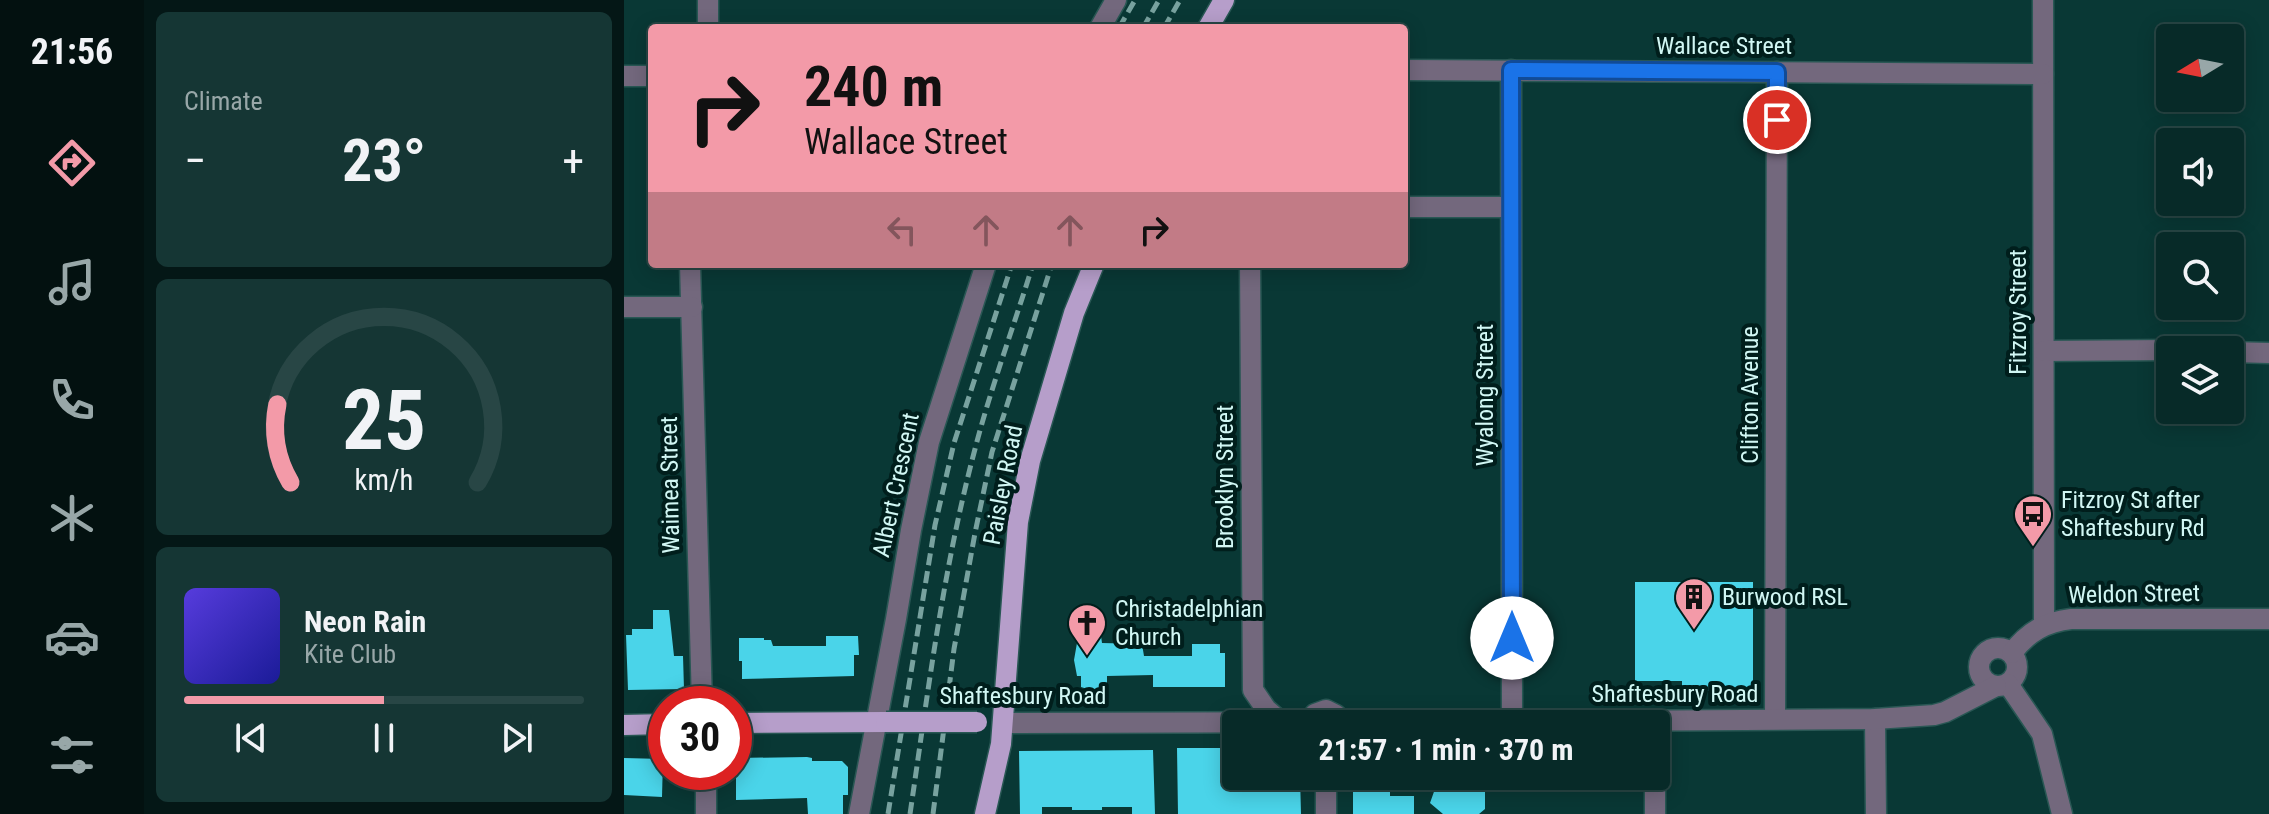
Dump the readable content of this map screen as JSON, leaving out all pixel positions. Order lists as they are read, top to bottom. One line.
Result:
{"streets":{"main road":["Paisley Road","Shaftesbury Road"],"street":["Wallace Street","Fitzroy Street","Wyalong Street","Clifton Avenue","Brooklyn Street","Waimea Street","Albert Crescent","Weldon Street"]},"crossings":[["Wallace Street","Fitzroy Street"],["Wallace Street","Wyalong Street"],["Wallace Street","Clifton Avenue"],["Fitzroy Street","Weldon Street"],["Clifton Avenue","Shaftesbury Road"],["Albert Crescent","Shaftesbury Road"],["Paisley Road","Shaftesbury Road"],["Weldon Street","Shaftesbury Road"]],"places":{"bus stop":["Fitzroy St after Shaftesbury Rd"],"building":["Burwood RSL"],"church":["Christadelphian Church"]},"north":"left","page":{"tabs":"21:56","tile":"Climate","turn":["240 m","Wallace Street"],"heat":["−","23°","+"],"song":["Neon Rain","Kite Club"],"limit":"30","trip":"21:57 · 1 min · 370 m","gauge":["25","km/h"]}}
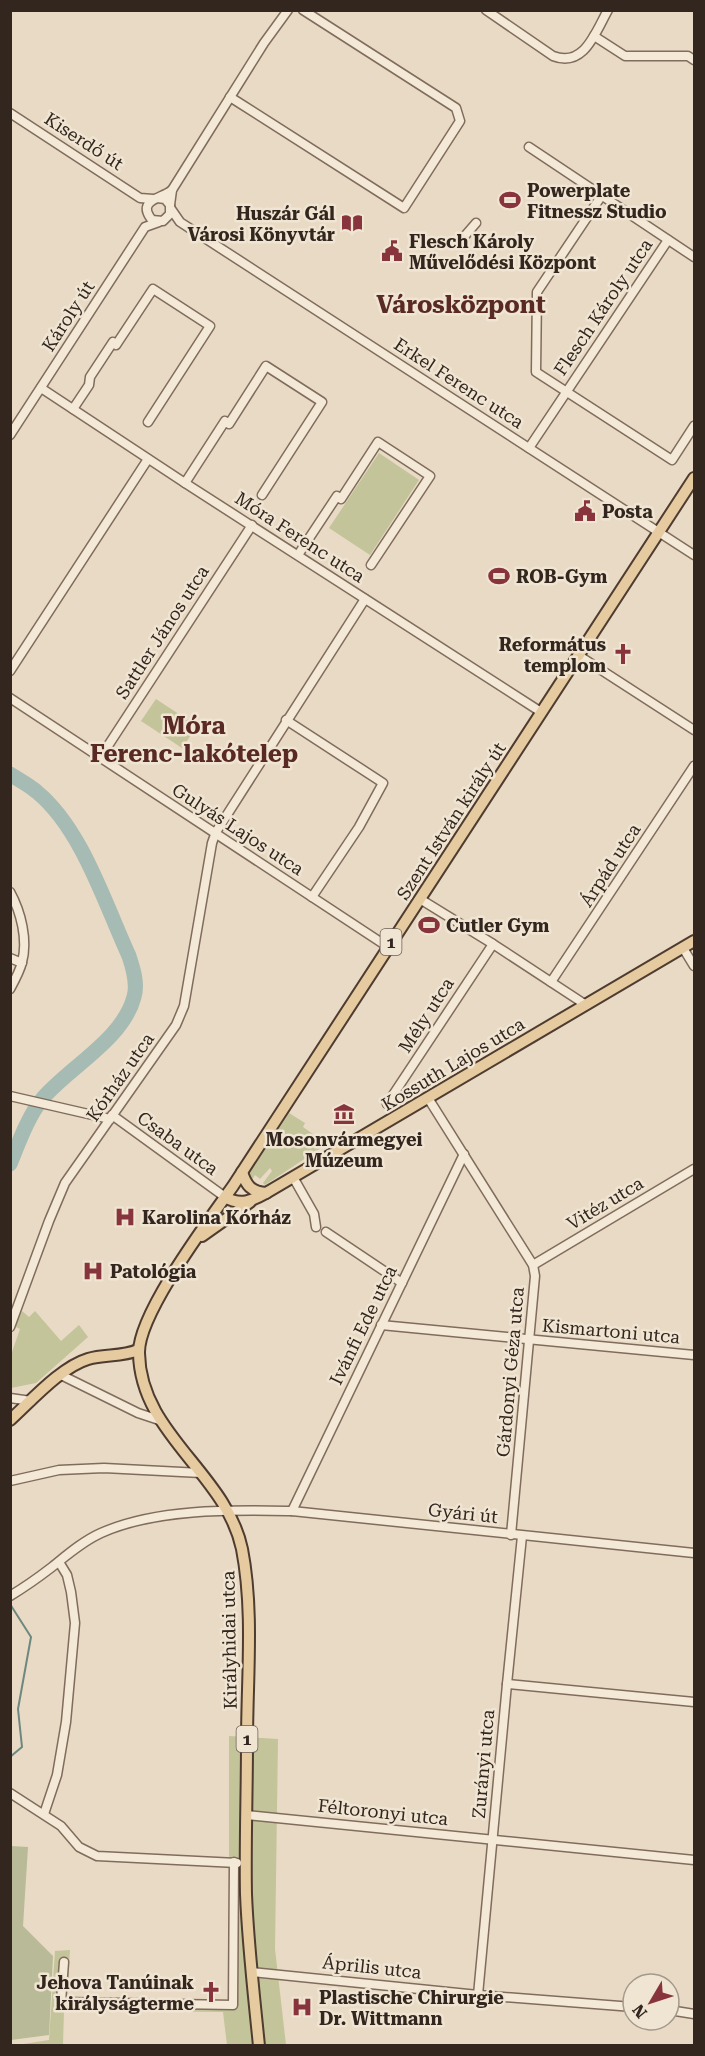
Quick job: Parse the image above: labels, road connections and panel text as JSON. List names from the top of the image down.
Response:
{
  "streets": {
    "main road": [
      "Szent István király út",
      "1",
      "Kossuth Lajos utca",
      "Királyhidai utca"
    ],
    "street": [
      "Kiserdő út",
      "Flesch Károly utca",
      "Károly út",
      "Erkel Ferenc utca",
      "Móra Ferenc utca",
      "Sattler János utca",
      "Gulyás Lajos utca",
      "Árpád utca",
      "Mély utca",
      "Kórház utca",
      "Csaba utca",
      "Vitéz utca",
      "Ivánfi Ede utca",
      "Kismartoni utca",
      "Gárdonyi Géza utca",
      "Gyári út",
      "Zurányi utca",
      "Féltoronyi utca",
      "Április utca"
    ]
  },
  "crossings": [
    ["Kiserdő út", "Erkel Ferenc utca"],
    ["Flesch Károly utca", "Erkel Ferenc utca"],
    ["Károly út", "Móra Ferenc utca"],
    ["Erkel Ferenc utca", "Szent István király út"],
    ["Móra Ferenc utca", "Sattler János utca"],
    ["Móra Ferenc utca", "Szent István király út"],
    ["Móra Ferenc utca", "Kórház utca"],
    ["Sattler János utca", "Gulyás Lajos utca"],
    ["Szent István király út", "Gulyás Lajos utca"],
    ["Szent István király út", "Kossuth Lajos utca"],
    ["Szent István király út", "Csaba utca"],
    ["Szent István király út", "Királyhidai utca"],
    ["Gulyás Lajos utca", "Kórház utca"],
    ["Kossuth Lajos utca", "Gárdonyi Géza utca"],
    ["Kossuth Lajos utca", "Királyhidai utca"],
    ["Kórház utca", "Csaba utca"],
    ["Vitéz utca", "Gárdonyi Géza utca"],
    ["Ivánfi Ede utca", "Kismartoni utca"],
    ["Ivánfi Ede utca", "Gárdonyi Géza utca"],
    ["Ivánfi Ede utca", "Gyári út"],
    ["Kismartoni utca", "Gárdonyi Géza utca"],
    ["Gárdonyi Géza utca", "Gyári út"],
    ["Gyári út", "Királyhidai utca"],
    ["Gyári út", "Zurányi utca"],
    ["Királyhidai utca", "Féltoronyi utca"],
    ["Királyhidai utca", "Április utca"],
    ["Zurányi utca", "Féltoronyi utca"],
    ["Zurányi utca", "Április utca"]
  ],
  "districts": ["Városközpont", "Móra Ferenc-lakótelep"],
  "places": {
    "sports": ["Powerplate Fitnessz Studio", "ROB-Gym", "Cutler Gym"],
    "library": ["Huszár Gál Városi Könyvtár"],
    "public building": ["Flesch Károly Művelődési Központ", "Posta"],
    "church": ["Református templom", "Jehova Tanúinak királyságterme"],
    "museum": ["Mosonvármegyei Múzeum"],
    "hospital": ["Karolina Kórház", "Patológia", "Plastische Chirurgie Dr. Wittmann"]
  },
  "north": "bottom left"
}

※

If a line of the entries holds the word "Sattler", copy it out.

— Task solution —
      "Sattler János utca",
    ["Móra Ferenc utca", "Sattler János utca"],
    ["Sattler János utca", "Gulyás Lajos utca"],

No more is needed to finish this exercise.